Contractors must also consider continuing educational interventions
without performing medical review or must consider performing
postpayment medical review.
(b) Extension of non-random prepayment complex medical review. (1)
A contractors must extend non-random prepayment complex medical review
beyond the 1 year timeframe if a provider or supplier stops billing the
code under review or shifts billing to another inappropriate code to
avoid proper calculation of the error rate. If the reduction in the
error rate is attributed to a 25 percent or greater reduction in the
number of claims submitted for the specific billing code under review,
non-random prepayment complex medical review for that provider or
supplier must be extended. However, if the number of claims submitted
for a specific code were reduced because the provider or supplier began
billing claims using a new appropriate code, or there is another
legitimate explanation for the reduced number of claims billed, at
contractor discretion, the provider or supplier may not be required to
undergo extended non-random prepayment complex medical review.
(2) If extended medical review is necessary, contractors must
notify providers and suppliers in writing the reasons for the need to
perform additional prepayment complex review.
(c) Quarterly termination evaluation--(1) Contractors, at a
minimum, must evaluate the length of time a provider or supplier has
been on non-random prepayment complex medical review on a quarterly
basis. A determination as to whether the provider's or supplier's
initial probe review error rate for a specific billing code has been
reduced by 70 percent must also be evaluated quarterly.
(2) Quarterly error rate evaluations must be for the discrete
quarter; a rolling error rate average over more than one quarter is not
permitted. After the contractor determines that the provider or
supplier should be terminated from non-random prepayment complex
medical review, the claims processing system must be updated within 2
business days to ensure that a provider's or supplier's claims for a
specific billing error is no longer suspended for non-random prepayment
complex medical review.
(d) Periodic re-evaluation.

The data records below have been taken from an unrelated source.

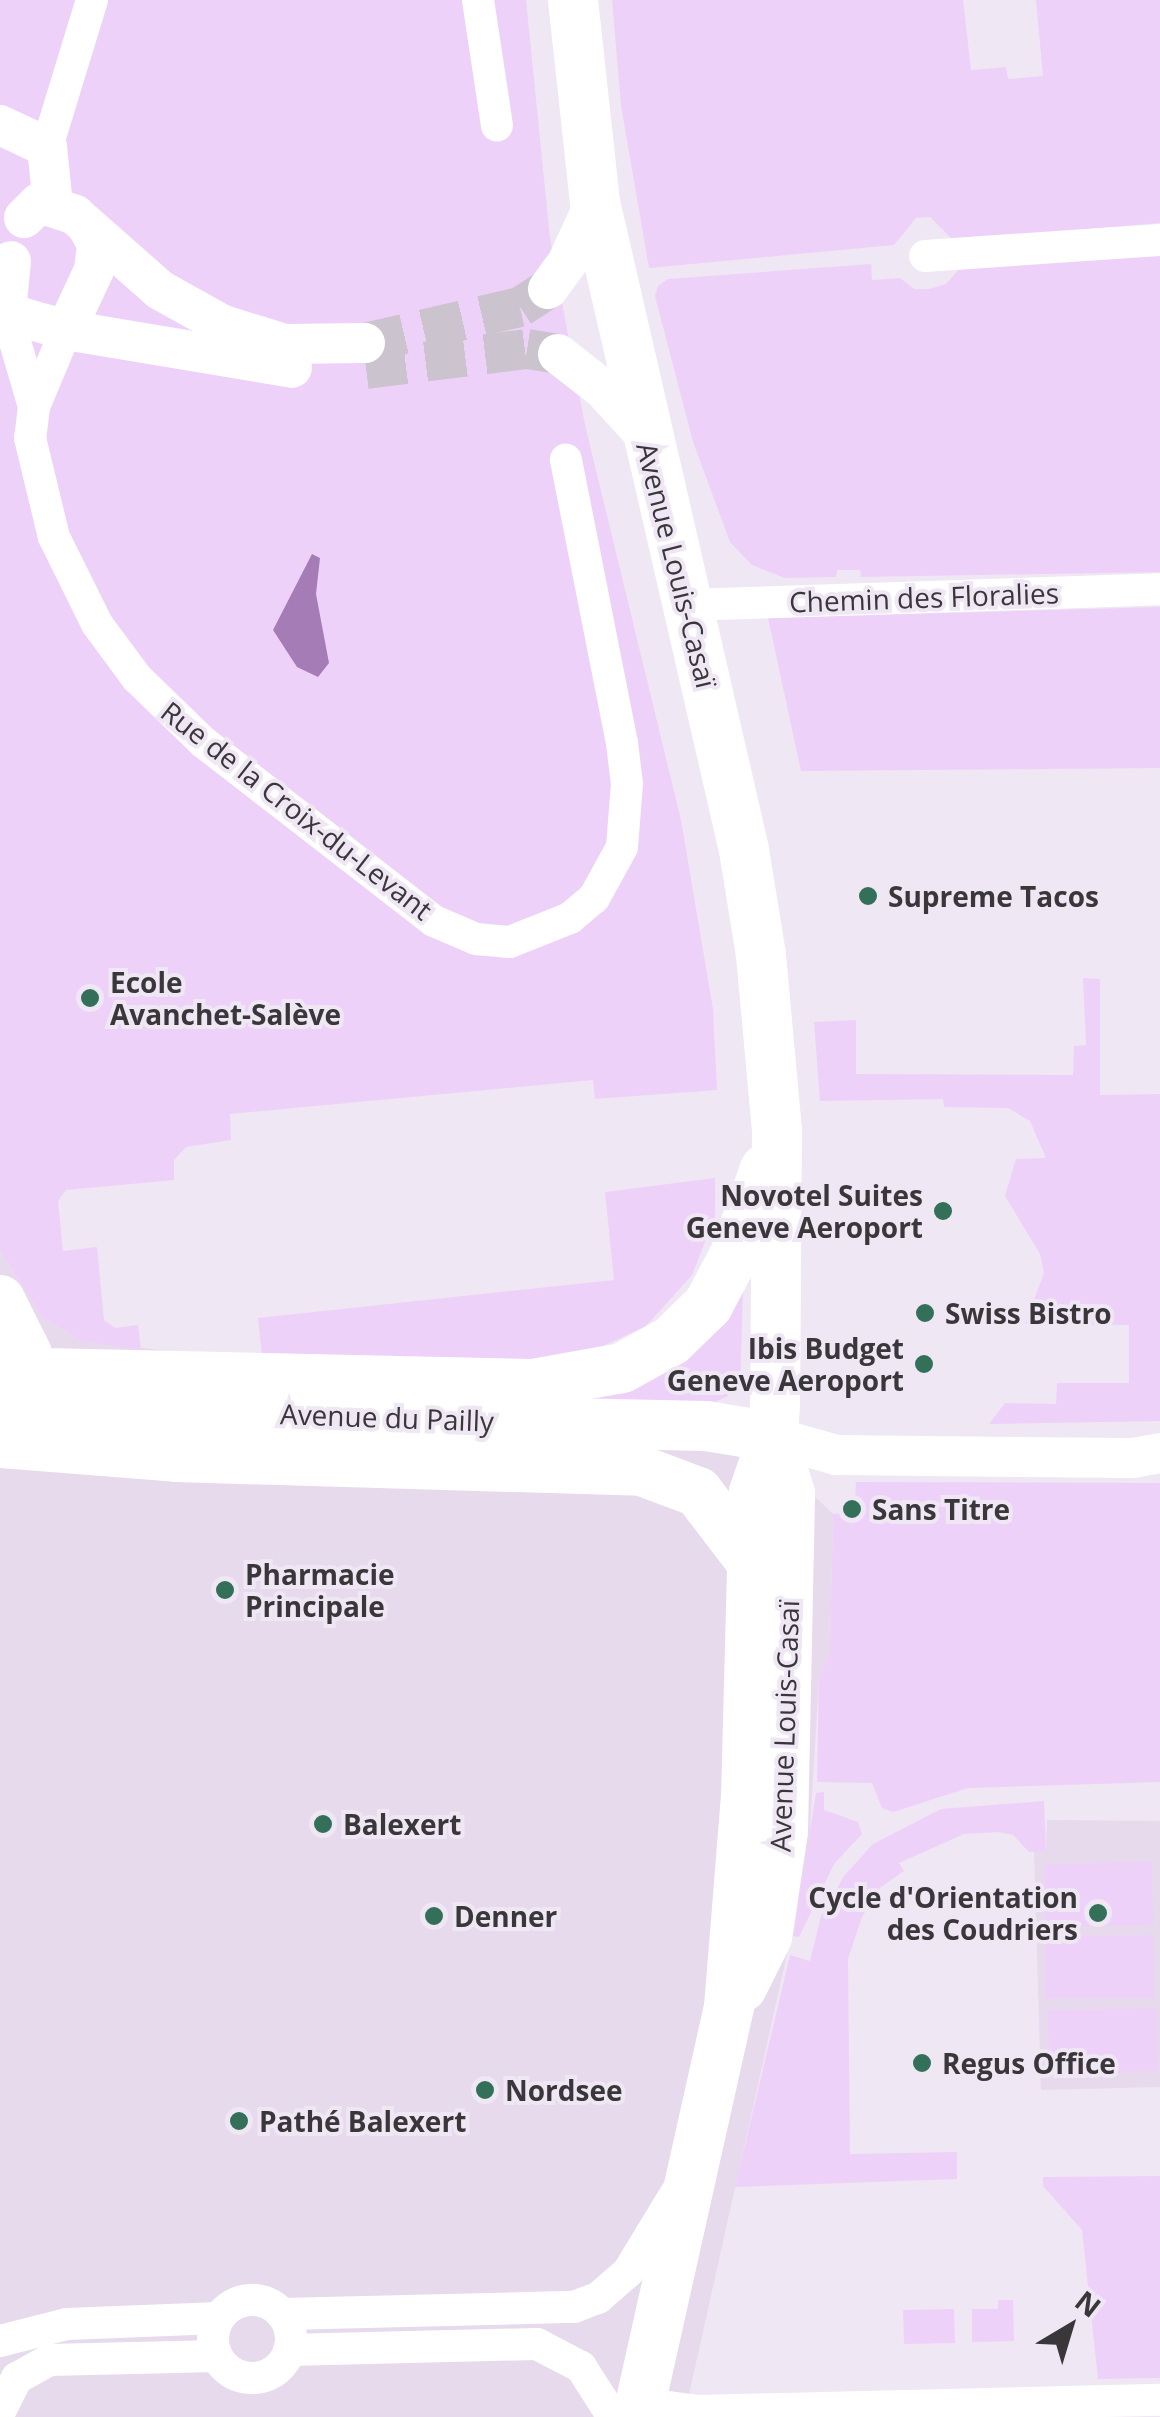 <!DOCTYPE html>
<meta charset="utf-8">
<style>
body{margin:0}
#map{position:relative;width:1160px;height:2417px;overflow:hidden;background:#efe7f3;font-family:"Open Sans",sans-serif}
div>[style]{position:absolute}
.built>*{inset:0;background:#e7daec}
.green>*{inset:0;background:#eed1f9}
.water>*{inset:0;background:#a57cb5}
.tertiary-tunnel>*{height:40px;margin-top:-20px;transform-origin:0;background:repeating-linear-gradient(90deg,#cbc4ce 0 40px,transparent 0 60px)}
.minor>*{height:32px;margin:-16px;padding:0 16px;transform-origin:16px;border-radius:16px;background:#fff}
.minor>.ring{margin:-16px;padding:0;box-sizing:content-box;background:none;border:32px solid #fff;border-radius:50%}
.tertiary>*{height:40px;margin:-20px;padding:0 20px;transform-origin:20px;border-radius:20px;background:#fff}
.primary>*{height:50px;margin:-25px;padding:0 25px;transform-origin:25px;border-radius:25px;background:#fff}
.dots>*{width:28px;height:28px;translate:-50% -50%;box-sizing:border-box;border:5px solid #efe7f3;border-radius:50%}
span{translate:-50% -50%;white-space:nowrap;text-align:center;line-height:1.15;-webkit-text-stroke:8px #efe7f3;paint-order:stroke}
.street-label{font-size:28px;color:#3a373b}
.poi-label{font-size:28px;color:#3a373b;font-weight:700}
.left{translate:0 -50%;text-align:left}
.right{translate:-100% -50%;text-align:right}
.north{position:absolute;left:1020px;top:2277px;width:100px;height:100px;-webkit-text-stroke:8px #efe7f3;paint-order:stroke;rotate:38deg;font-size:28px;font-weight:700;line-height:40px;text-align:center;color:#3a373b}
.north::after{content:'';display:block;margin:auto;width:35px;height:45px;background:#3a373b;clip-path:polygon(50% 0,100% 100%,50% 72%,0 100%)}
</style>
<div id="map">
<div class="built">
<i style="clip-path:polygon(0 1250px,41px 1316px,82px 1341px,587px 1399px,715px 1402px,833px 1514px,830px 1652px,819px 1679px,808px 1860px,684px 2417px,0 2417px)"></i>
<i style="clip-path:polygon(1047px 1820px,1160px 1821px,1160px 2087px,1041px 2090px,1034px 1851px,1046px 1851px)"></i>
</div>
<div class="green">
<i style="clip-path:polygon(0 0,526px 0,550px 238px,585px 425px,681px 820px,713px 1009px,717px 1090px,595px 1099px,593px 1080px,230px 1114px,231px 1140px,186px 1147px,174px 1160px,174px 1180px,66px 1190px,58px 1201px,63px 1251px,97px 1247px,104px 1320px,115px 1328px,138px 1325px,141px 1350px,82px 1341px,41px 1316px,0 1250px)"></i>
<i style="clip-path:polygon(612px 0,963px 0,971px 70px,1006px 67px,1008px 79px,1043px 76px,1036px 0,1160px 0,1160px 223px,953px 240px,930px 217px,916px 218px,894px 245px,649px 268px,621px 106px)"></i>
<i style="clip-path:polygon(1160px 254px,1160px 572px,861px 577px,860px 570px,837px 570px,836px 577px,785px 578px,752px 565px,730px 542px,693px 442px,655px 296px,658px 286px,668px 279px,871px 264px,872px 280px,900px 278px,914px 289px,929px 289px,946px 284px,961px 267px)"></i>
<i style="clip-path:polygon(1160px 607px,1160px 768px,801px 771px,768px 618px)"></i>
<i style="clip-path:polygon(1083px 978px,1100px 979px,1100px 1095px,1160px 1094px,1160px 1421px,989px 1424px,1005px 1403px,1056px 1404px,1057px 1383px,1129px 1383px,1129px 1325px,1025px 1324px,1044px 1273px,1040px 1254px,1005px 1196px,1016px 1159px,1046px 1158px,1030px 1121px,1008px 1108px,944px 1107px,943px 1099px,820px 1101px,814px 1022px,856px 1020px,856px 1074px,1073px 1075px,1074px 1046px,1086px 1045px)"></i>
<i style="clip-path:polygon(715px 1178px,715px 1217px,692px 1275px,646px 1326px,584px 1355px,496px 1362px,262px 1355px,258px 1318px,614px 1280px,605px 1192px)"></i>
<i style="clip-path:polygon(743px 1290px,740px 1390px,715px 1402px,587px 1399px)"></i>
<i style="clip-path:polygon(856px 1482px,1160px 1483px,1160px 1782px,968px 1788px,893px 1812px,882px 1808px,872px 1783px,817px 1782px,819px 1679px,830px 1652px,833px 1514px,854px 1512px)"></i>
<i style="clip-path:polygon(824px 1792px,824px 1810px,858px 1822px,862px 1834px,834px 1864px,799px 1937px,793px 1936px,816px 1793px)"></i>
<i style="clip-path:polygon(1044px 1801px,1046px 1851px,1029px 1852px,1013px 1835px,999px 1832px,964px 1834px,899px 1863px,904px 1871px,881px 1887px,862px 1917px,848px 1959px,850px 2154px,957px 2152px,957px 2179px,735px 2187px,790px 1955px,810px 1961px,821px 1916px,844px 1876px,873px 1844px,941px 1809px)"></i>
<i style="clip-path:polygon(1152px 1862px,1153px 1925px,1045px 1927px,1044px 1864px)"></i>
<i style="clip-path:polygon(1153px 1935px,1154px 1998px,1046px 1999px,1045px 1936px)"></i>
<i style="clip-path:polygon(1156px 2008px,1157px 2071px,1049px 2072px,1048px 2010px)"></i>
<i style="clip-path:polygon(1160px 2176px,1160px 2378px,1098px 2379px,1082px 2230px,1043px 2186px,1043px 2177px)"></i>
<i style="clip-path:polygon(998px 2300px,1013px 2300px,1014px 2341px,972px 2342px,972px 2309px,998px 2309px)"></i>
<i style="clip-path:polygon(954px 2309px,955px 2343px,904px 2344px,903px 2310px)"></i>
</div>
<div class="water">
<i style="clip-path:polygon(312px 554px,320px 558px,316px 594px,329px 663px,318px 677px,297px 667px,273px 630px)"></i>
</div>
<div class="tertiary-tunnel">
<i style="left:365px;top:343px;width:159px;rotate:-13.1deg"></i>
<i style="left:520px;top:307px;width:33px;rotate:-33deg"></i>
<i style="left:366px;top:369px;width:162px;rotate:-7.1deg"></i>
<i style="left:527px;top:349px;width:31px;rotate:9deg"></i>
</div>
<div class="minor">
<i style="left:478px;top:0;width:127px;rotate:81.4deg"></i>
<i style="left:47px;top:147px;width:154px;rotate:-73deg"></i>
<i style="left:925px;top:256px;width:236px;rotate:-3.9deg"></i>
<i style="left:6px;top:311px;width:100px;rotate:73.7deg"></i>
<i style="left:66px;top:330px;width:83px;rotate:112.6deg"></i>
<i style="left:34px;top:407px;width:31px;rotate:97deg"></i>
<i style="left:30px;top:438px;width:102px;rotate:76.4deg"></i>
<i style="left:54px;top:537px;width:97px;rotate:63.7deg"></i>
<i style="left:97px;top:624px;width:67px;rotate:53.5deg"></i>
<i style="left:137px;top:678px;width:92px;rotate:44.1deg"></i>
<i style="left:203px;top:742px;width:292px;rotate:37.8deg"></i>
<i style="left:434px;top:921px;width:46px;rotate:23.2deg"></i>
<i style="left:476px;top:939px;width:34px;rotate:5deg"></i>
<i style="left:510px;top:942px;width:65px;rotate:-21.8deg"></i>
<i style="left:570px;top:918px;width:31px;rotate:-40deg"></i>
<i style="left:594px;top:898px;width:58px;rotate:-61.2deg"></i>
<i style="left:622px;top:847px;width:63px;rotate:-85.5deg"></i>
<i style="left:627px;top:784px;width:41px;rotate:-97deg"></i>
<i style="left:622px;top:743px;width:289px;rotate:-101.2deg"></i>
<i style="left:688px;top:605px;width:472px;rotate:-1.9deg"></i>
<i class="ring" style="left:213px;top:2300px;width:46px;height:46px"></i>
<i style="left:282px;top:2314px;width:292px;rotate:-1.4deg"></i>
<i style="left:574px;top:2307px;width:26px;rotate:-21deg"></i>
<i style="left:598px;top:2298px;width:40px;rotate:-41deg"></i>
<i style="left:628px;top:2272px;width:92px;rotate:-58.7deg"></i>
<i style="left:0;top:2341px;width:69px;rotate:-14.2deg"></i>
<i style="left:67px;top:2324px;width:152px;rotate:-2.3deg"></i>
<i style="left:289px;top:2350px;width:248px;rotate:-1.4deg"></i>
<i style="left:537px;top:2344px;width:50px;rotate:27.6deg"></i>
<i style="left:581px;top:2367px;width:59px;rotate:57.4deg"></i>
<i style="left:640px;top:2403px;width:58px;rotate:8deg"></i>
<i style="left:697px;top:2411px;width:463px;rotate:-1.4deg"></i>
<i style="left:0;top:2411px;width:37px;rotate:-63deg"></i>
<i style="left:17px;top:2378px;width:37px;rotate:-29deg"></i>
<i style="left:49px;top:2360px;width:168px;rotate:-1.4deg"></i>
</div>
<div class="tertiary">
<i style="left:0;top:125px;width:52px;rotate:25.1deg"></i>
<i style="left:47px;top:147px;width:58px;rotate:84.1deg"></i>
<i style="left:24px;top:218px;width:21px;rotate:-45deg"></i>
<i style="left:39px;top:203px;width:38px;rotate:18deg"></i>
<i style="left:75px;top:215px;width:113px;rotate:41.4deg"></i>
<i style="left:160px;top:290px;width:72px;rotate:29.1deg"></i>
<i style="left:223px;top:325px;width:65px;rotate:17deg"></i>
<i style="left:285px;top:344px;width:80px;rotate:-0.7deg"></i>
<i style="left:548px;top:289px;width:32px;rotate:-54deg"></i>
<i style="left:567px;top:263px;width:67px;rotate:-65.3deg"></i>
<i style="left:0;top:311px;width:69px;rotate:16.1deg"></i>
<i style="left:66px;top:330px;width:229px;rotate:9.5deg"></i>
<i style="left:6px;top:311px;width:50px;rotate:-84.3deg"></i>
<i style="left:66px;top:330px;width:66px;rotate:-65deg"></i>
<i style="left:94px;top:270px;width:26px;rotate:-83deg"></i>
<i style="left:97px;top:244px;width:18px;rotate:-119deg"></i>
<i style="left:558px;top:354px;width:57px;rotate:37.9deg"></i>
<i style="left:603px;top:389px;width:62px;rotate:47.6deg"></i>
<i style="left:773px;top:1437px;width:66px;rotate:15.9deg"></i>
<i style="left:836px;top:1455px;width:297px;rotate:0.6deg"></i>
<i style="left:1133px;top:1458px;width:27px;rotate:-10deg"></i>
</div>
<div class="primary">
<i style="left:573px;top:0;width:203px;rotate:83.8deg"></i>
<i style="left:595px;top:202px;width:665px;rotate:77.05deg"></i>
<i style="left:744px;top:850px;width:106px;rotate:80.8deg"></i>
<i style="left:761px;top:955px;width:177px;rotate:84.8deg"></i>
<i style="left:777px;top:1131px;width:272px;rotate:90.4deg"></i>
<i style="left:775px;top:1403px;width:34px;rotate:93deg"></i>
<i style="left:773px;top:1437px;width:58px;rotate:109.1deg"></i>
<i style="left:754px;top:1492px;width:304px;rotate:91.5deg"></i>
<i style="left:746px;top:1796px;width:212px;rotate:94.6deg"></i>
<i style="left:729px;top:2007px;width:420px;rotate:102.6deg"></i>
<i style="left:0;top:1300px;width:60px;rotate:63.4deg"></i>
<i style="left:27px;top:1354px;width:18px;rotate:90deg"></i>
<i style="left:27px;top:1372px;width:31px;rotate:142deg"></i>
<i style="left:0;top:1372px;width:532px;rotate:1.29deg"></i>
<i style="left:532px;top:1384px;width:91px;rotate:-10.1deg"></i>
<i style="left:622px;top:1368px;width:56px;rotate:-28.9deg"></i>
<i style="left:671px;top:1341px;width:52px;rotate:-44.2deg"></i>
<i style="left:708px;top:1305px;width:58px;rotate:-62.1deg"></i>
<i style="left:735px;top:1254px;width:90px;rotate:-70.6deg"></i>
<i style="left:0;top:1411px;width:706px;rotate:1.22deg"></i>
<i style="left:706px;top:1426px;width:68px;rotate:9.3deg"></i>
<i style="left:0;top:1443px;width:177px;rotate:4.5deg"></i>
<i style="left:176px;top:1457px;width:466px;rotate:1.7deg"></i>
<i style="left:642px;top:1471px;width:60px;rotate:20.6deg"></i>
<i style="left:698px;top:1492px;width:91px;rotate:52.6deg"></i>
<i style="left:742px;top:1987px;width:56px;rotate:-63.4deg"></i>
<i style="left:767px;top:1937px;width:107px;rotate:-81.4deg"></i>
<i style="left:783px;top:1831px;width:337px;rotate:-88.8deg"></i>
<i style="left:790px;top:1494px;width:59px;rotate:-106.6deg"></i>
</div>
<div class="dots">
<i style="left:868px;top:896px;background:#346f59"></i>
<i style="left:90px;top:998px;background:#346f59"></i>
<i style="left:943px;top:1211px;background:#346f59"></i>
<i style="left:925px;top:1313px;background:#346f59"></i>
<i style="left:924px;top:1364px;background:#346f59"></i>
<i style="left:852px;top:1509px;background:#346f59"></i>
<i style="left:225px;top:1590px;background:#346f59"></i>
<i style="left:323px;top:1824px;background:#346f59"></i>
<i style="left:1098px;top:1913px;background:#346f59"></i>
<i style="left:434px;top:1916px;background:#346f59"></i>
<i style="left:922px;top:2063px;background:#346f59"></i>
<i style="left:485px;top:2090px;background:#346f59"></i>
<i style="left:239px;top:2121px;background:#346f59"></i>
</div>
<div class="street-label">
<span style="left:677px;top:565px;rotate:76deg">Avenue Louis-Casaï</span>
<span style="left:924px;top:597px;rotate:-2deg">Chemin des Floralies</span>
<span style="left:297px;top:810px;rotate:38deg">Rue de la Croix-du-Levant</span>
<span style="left:387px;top:1417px;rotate:2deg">Avenue du Pailly</span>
<span style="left:784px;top:1726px;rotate:-88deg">Avenue Louis-Casaï</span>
</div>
<div class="poi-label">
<span class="left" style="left:888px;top:896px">Supreme Tacos</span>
<span class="left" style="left:110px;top:998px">Ecole<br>Avanchet-Salève</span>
<span class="right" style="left:923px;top:1211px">Novotel Suites<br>Geneve Aeroport</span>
<span class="left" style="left:945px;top:1313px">Swiss Bistro</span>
<span class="right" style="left:904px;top:1364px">Ibis Budget<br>Geneve Aeroport</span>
<span class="left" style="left:872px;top:1509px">Sans Titre</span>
<span class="left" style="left:245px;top:1590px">Pharmacie<br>Principale</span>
<span class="left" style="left:343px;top:1824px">Balexert</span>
<span class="right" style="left:1078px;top:1913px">Cycle d'Orientation<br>des Coudriers</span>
<span class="left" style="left:454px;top:1916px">Denner</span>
<span class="left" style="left:942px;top:2063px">Regus Office</span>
<span class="left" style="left:505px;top:2090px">Nordsee</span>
<span class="left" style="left:259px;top:2121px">Pathé Balexert</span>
</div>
<div class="north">N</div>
</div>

Once a provider or supplier is
terminated from non-random prepayment complex medical review,
contractors must periodically re-evaluate the provider or supplier's
data and if necessary must place a provider or supplier that appears to
have resumed a high level of payment error on complex medical review.
This review would only be initiated if a probe review confirms that
there continues to be a high level of payment error.
(Catalog of Federal Domestic Assistance Program No. 93.773,
Medicare--Hospital Insurance; and Program No. 93.774, Medicare--
Supplementary Medical Insurance Program)
Dated: October 26, 2004.
Mark B. McClellan,
Administrator, Centers for Medicare & Medicaid Services.
Approved: March 10, 2005.
Michael O. Leavitt,
Secretary.
Editorial Note: This document was received at the Office of the
Federal Register on September 30, 2005.